Theodore Y. Ts'o dixit:

>that problems helps most of our users, and we shouldn't let the
>perfect be the enemy of the good.

Agreed. Start small, then enhance one bootloader at a time.
Or boot protocol, I assume.

>Also note that the bootloader has depend on userspace to refresh the
>seed entropy, both in early boot (in case the syscrashes), and at
>shutdown (so the entropy captured while the system is running can be

Definitely!

>saved as seed entropy).  And this is trickier in Linux because the
>bootloader lives in a different source tree, and is maintained by
>different people from the systemd and/or initscripts people, and for

Yes, unfortunately.

>that matter the bootloader doesn't know which distribution it is

But in this case, the distribution can tell the bootloader the
path to the file to load.

>the *BSD's has its advantages.  And this is where perhaps Debian as a
>distribution can solve this problem by coordinating action across
>multiple Debian packages.)

Of course.

>The *point* is that we can't really make a turn-key solution which
>will work for everyone.  For as much we have the desire for a
>"Universal OS", something that works for all hardware, all users, and
>all workloads, is probably just not attainable here.

As Debian, we can try to come close, but, as you said, don’t let
the perfect be the enemy of the good. Perhaps there are multiple
somethings that, together (or having the local admin choose) can
help more people than one simple solution, even if the latter may
help a majority. (I’m a fan of minorities, in case you couldn’t
tell. I run an x32 system, after all, and helped out m68k a bit…)

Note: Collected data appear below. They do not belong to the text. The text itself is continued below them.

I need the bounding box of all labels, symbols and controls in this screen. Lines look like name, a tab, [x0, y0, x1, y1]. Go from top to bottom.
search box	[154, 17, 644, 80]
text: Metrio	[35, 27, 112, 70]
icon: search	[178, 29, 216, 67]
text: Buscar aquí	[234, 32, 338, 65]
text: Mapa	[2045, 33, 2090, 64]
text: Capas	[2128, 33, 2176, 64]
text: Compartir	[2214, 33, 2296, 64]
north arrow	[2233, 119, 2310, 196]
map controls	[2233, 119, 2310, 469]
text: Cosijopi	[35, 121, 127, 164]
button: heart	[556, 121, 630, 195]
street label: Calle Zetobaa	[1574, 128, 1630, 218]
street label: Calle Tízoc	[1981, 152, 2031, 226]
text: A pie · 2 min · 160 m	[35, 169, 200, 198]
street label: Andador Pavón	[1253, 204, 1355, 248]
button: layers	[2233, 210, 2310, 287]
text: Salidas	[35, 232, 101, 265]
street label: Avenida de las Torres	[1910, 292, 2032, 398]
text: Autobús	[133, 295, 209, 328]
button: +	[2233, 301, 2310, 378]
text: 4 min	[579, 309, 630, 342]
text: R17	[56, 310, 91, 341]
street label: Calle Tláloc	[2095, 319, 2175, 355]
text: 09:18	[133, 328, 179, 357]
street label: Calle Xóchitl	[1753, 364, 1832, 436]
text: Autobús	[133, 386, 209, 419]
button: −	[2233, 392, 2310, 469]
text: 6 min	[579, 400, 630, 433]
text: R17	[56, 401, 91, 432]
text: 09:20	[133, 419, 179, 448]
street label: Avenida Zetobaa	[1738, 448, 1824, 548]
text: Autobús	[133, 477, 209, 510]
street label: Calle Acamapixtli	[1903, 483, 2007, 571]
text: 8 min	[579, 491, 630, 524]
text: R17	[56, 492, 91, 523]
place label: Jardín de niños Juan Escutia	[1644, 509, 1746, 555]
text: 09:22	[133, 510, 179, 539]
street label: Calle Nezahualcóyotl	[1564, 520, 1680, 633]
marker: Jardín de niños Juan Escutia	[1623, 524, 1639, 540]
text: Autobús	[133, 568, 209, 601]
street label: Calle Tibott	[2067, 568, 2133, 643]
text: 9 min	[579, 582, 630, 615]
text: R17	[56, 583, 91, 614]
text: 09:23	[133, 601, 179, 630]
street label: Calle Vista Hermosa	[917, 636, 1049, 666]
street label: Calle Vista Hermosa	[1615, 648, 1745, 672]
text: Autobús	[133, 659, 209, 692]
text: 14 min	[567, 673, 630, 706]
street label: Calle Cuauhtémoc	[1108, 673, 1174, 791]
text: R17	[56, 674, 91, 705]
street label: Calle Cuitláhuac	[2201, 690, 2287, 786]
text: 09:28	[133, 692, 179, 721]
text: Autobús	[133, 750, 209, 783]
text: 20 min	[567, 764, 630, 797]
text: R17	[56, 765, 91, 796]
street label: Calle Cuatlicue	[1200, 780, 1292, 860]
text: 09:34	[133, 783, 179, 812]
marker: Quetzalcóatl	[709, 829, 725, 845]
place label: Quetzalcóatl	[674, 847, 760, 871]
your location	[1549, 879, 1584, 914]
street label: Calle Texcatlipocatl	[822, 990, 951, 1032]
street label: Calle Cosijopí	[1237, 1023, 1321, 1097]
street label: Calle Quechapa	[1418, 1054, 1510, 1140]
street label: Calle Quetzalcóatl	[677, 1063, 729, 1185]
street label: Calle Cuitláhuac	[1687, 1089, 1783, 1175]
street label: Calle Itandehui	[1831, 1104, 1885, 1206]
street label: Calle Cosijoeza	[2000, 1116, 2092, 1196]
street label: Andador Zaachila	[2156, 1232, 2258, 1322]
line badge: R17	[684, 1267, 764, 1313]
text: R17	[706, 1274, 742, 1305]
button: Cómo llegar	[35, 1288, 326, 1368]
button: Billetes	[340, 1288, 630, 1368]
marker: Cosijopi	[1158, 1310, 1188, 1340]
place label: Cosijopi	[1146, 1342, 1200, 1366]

>(It never was a complete solution, BTW; even before the patches to
>address CVE-2018-1108, there were already hardware systems where you
>couldn't count on the RNG being initialized in time and getrandom(2)

Another question is what it means that the RNG is initialised.
It all depends on what in the end boils down to guesswork,
although I tip my hat because that RNG code of yours, both the
Linux and the BSD version, are pretty impressive.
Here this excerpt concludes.